I’ve pretty much given up on Glee; I quit watching after the first episode of this season because it’s gotten downright awful at times. However, I saw this clip floating around the internet and I have to say it’s an amazing mash-up. You can’t go wrong with Adele.
Okay, these vintage ads are decidedly not awesome, but they did make me laugh at how ridiculous they are. They are all offensive, but my personal vote for the worst would be: Most men ask, “is she pretty?,” not, “is she clever?”
I love this so much – Jimmy Fallon and Justin Timberlake are two of GQ’s Men of the Year, and their interview and pictures together make me so happy. Adorable.
This video, where Diane von Furstenberg talks about her travel philosophy, is great. First, I love DvF (one of the all-time most stylish women). Second, the illustrations are so charming.

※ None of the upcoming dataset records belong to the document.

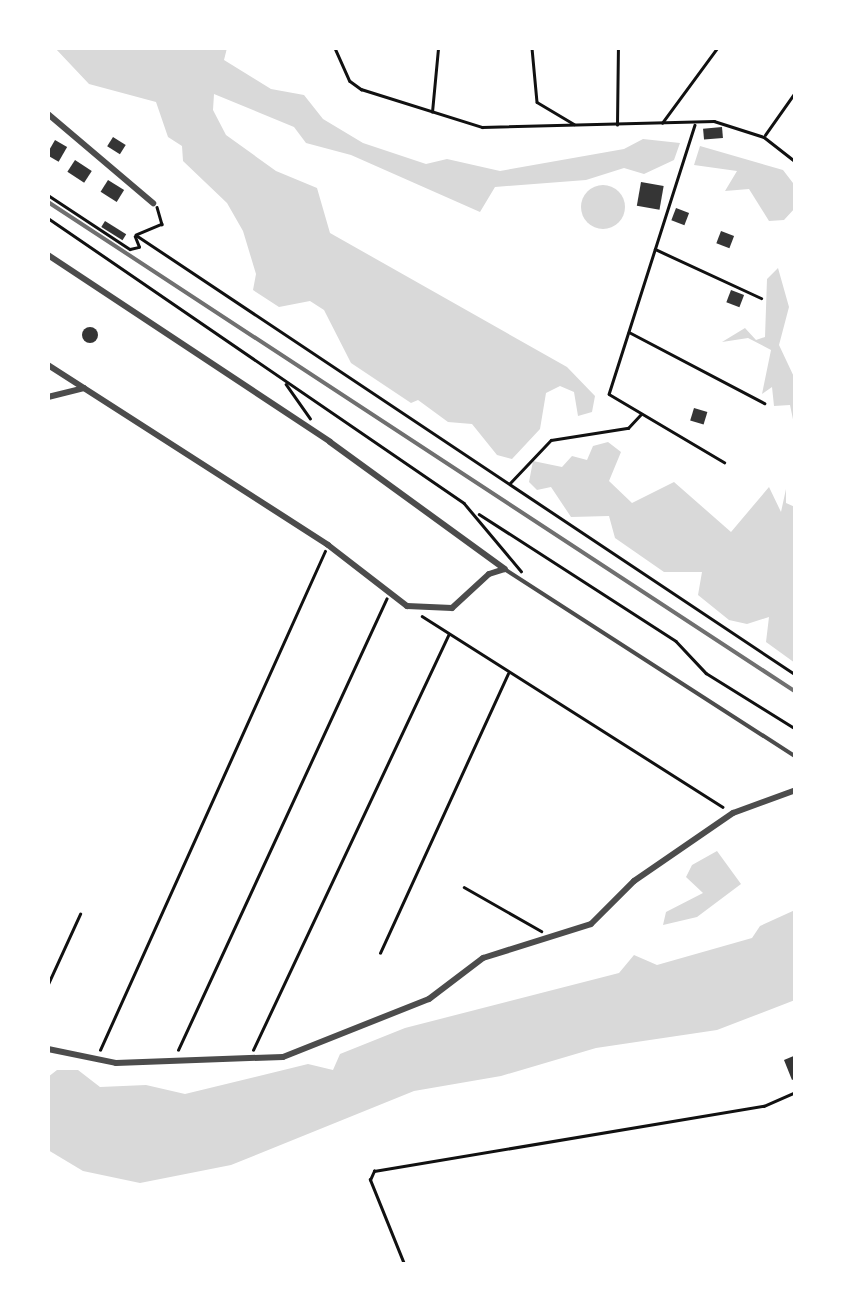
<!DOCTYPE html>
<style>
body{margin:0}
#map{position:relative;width:843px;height:1312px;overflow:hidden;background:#fff;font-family:"Roboto Condensed",sans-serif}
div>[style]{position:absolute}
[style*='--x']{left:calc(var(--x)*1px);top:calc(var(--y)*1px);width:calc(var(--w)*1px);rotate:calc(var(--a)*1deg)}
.water>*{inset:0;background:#d9d9d9}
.round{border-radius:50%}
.building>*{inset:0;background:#353535;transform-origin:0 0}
.path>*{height:2.5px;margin:-1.25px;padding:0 1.25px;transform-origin:1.25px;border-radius:1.25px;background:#111}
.service>*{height:4px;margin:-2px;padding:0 2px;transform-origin:2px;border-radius:2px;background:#4c4c4c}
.minor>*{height:6px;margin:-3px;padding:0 3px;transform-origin:3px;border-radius:3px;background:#4c4c4c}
.rail>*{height:4px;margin:-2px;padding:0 2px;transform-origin:2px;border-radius:2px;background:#707070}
span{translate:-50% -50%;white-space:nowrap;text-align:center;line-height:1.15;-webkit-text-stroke:10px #fff;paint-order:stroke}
.frame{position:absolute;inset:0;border:50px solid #fff;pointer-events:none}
</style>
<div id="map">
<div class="water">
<i style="clip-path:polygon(55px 48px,227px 48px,224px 60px,271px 89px,304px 95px,323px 119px,363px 143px,426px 164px,447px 159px,500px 171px,624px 149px,643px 139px,680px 143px,674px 160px,644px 174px,624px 168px,586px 180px,495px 187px,480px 212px,351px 155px,306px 143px,294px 127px,214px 94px,213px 110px,226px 135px,276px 171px,317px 188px,330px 233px,567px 367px,595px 396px,592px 412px,578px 416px,574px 392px,560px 386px,546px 393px,540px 429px,512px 459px,497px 455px,472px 424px,448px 422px,418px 400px,411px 403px,351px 363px,324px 310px,310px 301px,279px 307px,253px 290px,256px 274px,243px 231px,227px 203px,183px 161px,182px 146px,168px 137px,156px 102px,89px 84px)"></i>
<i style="clip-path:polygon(700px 146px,783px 170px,793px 183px,795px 208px,784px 220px,769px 221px,749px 189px,725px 191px,737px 171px,694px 165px)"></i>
<i class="round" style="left:581px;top:185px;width:44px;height:44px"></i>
<i style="clip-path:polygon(778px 268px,789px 307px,779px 345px,795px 379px,795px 429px,790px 405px,774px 406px,772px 387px,762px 394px,771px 350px,748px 338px,722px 342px,745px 328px,756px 340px,765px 337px,767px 279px)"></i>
<i style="clip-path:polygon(608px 442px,621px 452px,609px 481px,632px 503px,674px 482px,731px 532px,769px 487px,781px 512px,786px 489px,786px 503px,795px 507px,795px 663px,766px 642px,769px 617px,747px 624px,729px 620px,698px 595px,702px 572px,664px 572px,615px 538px,609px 516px,571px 517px,551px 487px,537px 490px,529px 482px,533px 461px,562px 467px,572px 456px,587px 460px,593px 446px)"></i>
<i style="clip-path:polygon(717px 851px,741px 884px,697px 917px,663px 925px,666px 912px,703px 893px,686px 877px,692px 865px)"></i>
<i style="clip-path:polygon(795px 910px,795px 1000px,717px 1030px,596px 1048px,501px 1076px,414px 1091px,231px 1165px,140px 1183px,83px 1171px,48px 1150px,48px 1077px,57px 1070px,78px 1070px,100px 1087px,146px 1085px,185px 1094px,308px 1064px,333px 1070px,340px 1054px,405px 1028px,619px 973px,634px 955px,657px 965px,752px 938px,760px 926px)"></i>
</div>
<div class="building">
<i style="left:722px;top:127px;width:11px;height:19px;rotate:85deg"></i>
<i style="left:113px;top:137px;width:15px;height:11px;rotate:32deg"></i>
<i style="left:55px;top:140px;width:14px;height:17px;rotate:30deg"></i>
<i style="left:75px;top:160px;width:20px;height:14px;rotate:33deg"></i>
<i style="left:108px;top:180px;width:19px;height:14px;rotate:32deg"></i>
<i style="left:641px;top:182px;width:23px;height:24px;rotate:10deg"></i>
<i style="left:676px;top:208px;width:14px;height:13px;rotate:21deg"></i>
<i style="left:105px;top:221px;width:25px;height:7px;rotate:32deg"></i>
<i style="left:721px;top:231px;width:14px;height:13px;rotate:21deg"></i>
<i style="left:731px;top:290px;width:14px;height:13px;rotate:21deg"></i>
<i class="round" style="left:82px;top:327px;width:16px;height:16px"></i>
<i style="left:694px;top:408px;width:14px;height:13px;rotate:17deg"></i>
<i style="clip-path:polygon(796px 1055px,796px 1078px,792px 1080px,784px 1060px)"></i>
</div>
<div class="path">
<i style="--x:335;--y:48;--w:36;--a:66"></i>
<i style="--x:350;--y:81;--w:14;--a:36"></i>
<i style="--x:361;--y:89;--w:127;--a:17.4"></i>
<i style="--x:482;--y:127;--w:232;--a:-1.5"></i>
<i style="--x:714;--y:121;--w:52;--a:17.7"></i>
<i style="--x:764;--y:137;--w:41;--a:38"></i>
<i style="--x:532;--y:48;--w:54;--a:84.7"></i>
<i style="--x:537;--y:102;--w:43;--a:30.7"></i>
<i style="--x:432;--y:112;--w:64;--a:-84.6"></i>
<i style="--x:662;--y:123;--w:93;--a:-53.7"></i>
<i style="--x:617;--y:125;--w:77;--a:-89.3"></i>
<i style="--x:695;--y:125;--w:282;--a:107.7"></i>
<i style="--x:609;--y:394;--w:134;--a:30.6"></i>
<i style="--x:765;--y:135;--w:54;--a:-54.8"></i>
<i style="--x:48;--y:195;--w:98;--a:33.4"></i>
<i style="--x:130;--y:249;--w:9;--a:-13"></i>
<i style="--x:139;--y:247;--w:11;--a:-112"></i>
<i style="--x:157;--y:207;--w:18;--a:74"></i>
<i style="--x:162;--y:224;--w:28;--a:157"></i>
<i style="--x:136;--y:235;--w:793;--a:33.69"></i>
<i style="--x:48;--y:218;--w:504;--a:34.41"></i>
<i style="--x:464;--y:503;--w:89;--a:50"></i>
<i style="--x:655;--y:249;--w:117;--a:24.8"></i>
<i style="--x:629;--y:332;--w:153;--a:27.7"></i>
<i style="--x:286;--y:384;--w:42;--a:54.8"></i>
<i style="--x:510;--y:483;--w:59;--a:-46.4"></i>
<i style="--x:551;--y:440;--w:78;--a:-8.9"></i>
<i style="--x:628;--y:428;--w:19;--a:-47"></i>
<i style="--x:479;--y:514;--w:234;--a:32.8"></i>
<i style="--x:676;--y:641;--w:44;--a:46.8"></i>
<i style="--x:706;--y:673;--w:106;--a:31.9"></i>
<i style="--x:422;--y:616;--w:356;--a:32.4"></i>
<i style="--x:464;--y:887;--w:89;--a:29.7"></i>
<i style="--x:380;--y:953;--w:307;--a:-65.4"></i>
<i style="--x:48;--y:984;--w:77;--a:-65.4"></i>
<i style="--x:100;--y:1050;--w:547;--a:-65.73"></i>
<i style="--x:178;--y:1050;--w:497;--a:-65.2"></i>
<i style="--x:253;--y:1050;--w:459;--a:-64.8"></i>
<i style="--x:404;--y:1264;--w:91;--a:-112"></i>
<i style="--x:370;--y:1180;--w:10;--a:-66"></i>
<i style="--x:374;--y:1171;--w:395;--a:-9.5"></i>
<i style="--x:764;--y:1106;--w:35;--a:-24"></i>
</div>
<div class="service">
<i style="--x:506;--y:570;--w:345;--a:32.8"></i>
</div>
<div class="minor">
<i style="--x:48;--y:114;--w:138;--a:40.3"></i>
<i style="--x:48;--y:255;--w:338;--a:33.5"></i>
<i style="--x:330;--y:442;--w:216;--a:36"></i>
<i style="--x:48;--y:365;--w:333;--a:32.7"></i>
<i style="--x:328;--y:545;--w:100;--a:37.7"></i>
<i style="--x:407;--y:606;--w:45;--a:2.5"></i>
<i style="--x:452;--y:608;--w:50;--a:-42.6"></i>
<i style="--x:489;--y:574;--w:16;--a:-18"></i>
<i style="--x:48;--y:397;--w:37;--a:-14"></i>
<i style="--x:48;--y:1049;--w:69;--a:11.6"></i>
<i style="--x:116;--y:1063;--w:167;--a:-2.1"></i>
<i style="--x:283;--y:1057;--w:157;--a:-21.7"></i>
<i style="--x:429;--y:999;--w:68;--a:-37.2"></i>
<i style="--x:483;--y:958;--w:113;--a:-17.5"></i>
<i style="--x:591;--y:924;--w:61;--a:-45"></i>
<i style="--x:634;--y:881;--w:120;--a:-34.5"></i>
<i style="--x:733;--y:813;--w:67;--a:-20.1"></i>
</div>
<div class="rail">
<i style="--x:48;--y:202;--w:894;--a:33.23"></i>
</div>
<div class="frame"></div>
</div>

This sounds like the best trip ever. Aziz Ansari AND David Chang in Tokyo, drinking Zima? Hilarity ensues.
Nostalgia Fact-Check: a series of blog posts on New York Magazine’s website, re-examining old movies/TV shows/music. This is such a fun idea (and perhaps one I might steal for my own blog?). I especially love the posts on Dawson’s Creek and Ace of Base – two things that, I’ll admit, I loved way back in the day, but that don’t hold up quite so well now.
I found this compilation of analogies, and some of them are hilarious (some hilariously good, others hilariously bad). I have no idea why, but I think I liked this one the best: “The little boat gently drifted across the pond exactly the way a bowling ball wouldn’t.”
I can’t believe I’ve never seen this before. Damn right, that’s hurting my scar. I’ll never be able to hear “Milkshake” the same way again.